▸ **Provided records**:

>>

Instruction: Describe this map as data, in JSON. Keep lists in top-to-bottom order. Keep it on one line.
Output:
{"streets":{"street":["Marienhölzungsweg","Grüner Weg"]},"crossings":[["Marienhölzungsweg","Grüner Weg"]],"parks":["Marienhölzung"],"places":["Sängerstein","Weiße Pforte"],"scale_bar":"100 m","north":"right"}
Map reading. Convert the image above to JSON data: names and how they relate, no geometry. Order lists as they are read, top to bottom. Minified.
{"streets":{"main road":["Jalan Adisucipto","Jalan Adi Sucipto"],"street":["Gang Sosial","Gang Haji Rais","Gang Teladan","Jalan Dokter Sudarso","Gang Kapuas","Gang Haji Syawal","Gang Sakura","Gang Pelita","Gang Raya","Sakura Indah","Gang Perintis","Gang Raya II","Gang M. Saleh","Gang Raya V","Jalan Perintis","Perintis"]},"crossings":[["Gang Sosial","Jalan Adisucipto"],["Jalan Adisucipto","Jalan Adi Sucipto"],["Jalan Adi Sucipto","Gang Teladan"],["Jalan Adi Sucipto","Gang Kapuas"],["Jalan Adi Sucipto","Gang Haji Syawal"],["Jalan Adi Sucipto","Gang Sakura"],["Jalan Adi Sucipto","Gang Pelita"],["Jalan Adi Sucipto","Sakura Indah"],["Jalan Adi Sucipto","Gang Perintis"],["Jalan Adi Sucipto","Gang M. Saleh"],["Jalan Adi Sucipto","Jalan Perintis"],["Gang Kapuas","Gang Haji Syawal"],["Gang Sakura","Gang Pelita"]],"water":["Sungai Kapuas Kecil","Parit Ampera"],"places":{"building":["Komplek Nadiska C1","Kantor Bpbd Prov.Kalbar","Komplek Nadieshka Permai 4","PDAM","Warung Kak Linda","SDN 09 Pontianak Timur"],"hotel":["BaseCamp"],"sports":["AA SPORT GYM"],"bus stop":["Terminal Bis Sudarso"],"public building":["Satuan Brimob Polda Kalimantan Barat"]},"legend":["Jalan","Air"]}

<<

▸ **Exercise aim**: Everything in the data above must be restated verbatim.

▸ **Solution for this exercise**:
Instruction: Describe this map as data, in JSON. Keep lists in top-to-bottom order. Keep it on one line.
Output:
{"streets":{"street":["Marienhölzungsweg","Grüner Weg"]},"crossings":[["Marienhölzungsweg","Grüner Weg"]],"parks":["Marienhölzung"],"places":["Sängerstein","Weiße Pforte"],"scale_bar":"100 m","north":"right"}
Map reading. Convert the image above to JSON data: names and how they relate, no geometry. Order lists as they are read, top to bottom. Minified.
{"streets":{"main road":["Jalan Adisucipto","Jalan Adi Sucipto"],"street":["Gang Sosial","Gang Haji Rais","Gang Teladan","Jalan Dokter Sudarso","Gang Kapuas","Gang Haji Syawal","Gang Sakura","Gang Pelita","Gang Raya","Sakura Indah","Gang Perintis","Gang Raya II","Gang M. Saleh","Gang Raya V","Jalan Perintis","Perintis"]},"crossings":[["Gang Sosial","Jalan Adisucipto"],["Jalan Adisucipto","Jalan Adi Sucipto"],["Jalan Adi Sucipto","Gang Teladan"],["Jalan Adi Sucipto","Gang Kapuas"],["Jalan Adi Sucipto","Gang Haji Syawal"],["Jalan Adi Sucipto","Gang Sakura"],["Jalan Adi Sucipto","Gang Pelita"],["Jalan Adi Sucipto","Sakura Indah"],["Jalan Adi Sucipto","Gang Perintis"],["Jalan Adi Sucipto","Gang M. Saleh"],["Jalan Adi Sucipto","Jalan Perintis"],["Gang Kapuas","Gang Haji Syawal"],["Gang Sakura","Gang Pelita"]],"water":["Sungai Kapuas Kecil","Parit Ampera"],"places":{"building":["Komplek Nadiska C1","Kantor Bpbd Prov.Kalbar","Komplek Nadieshka Permai 4","PDAM","Warung Kak Linda","SDN 09 Pontianak Timur"],"hotel":["BaseCamp"],"sports":["AA SPORT GYM"],"bus stop":["Terminal Bis Sudarso"],"public building":["Satuan Brimob Polda Kalimantan Barat"]},"legend":["Jalan","Air"]}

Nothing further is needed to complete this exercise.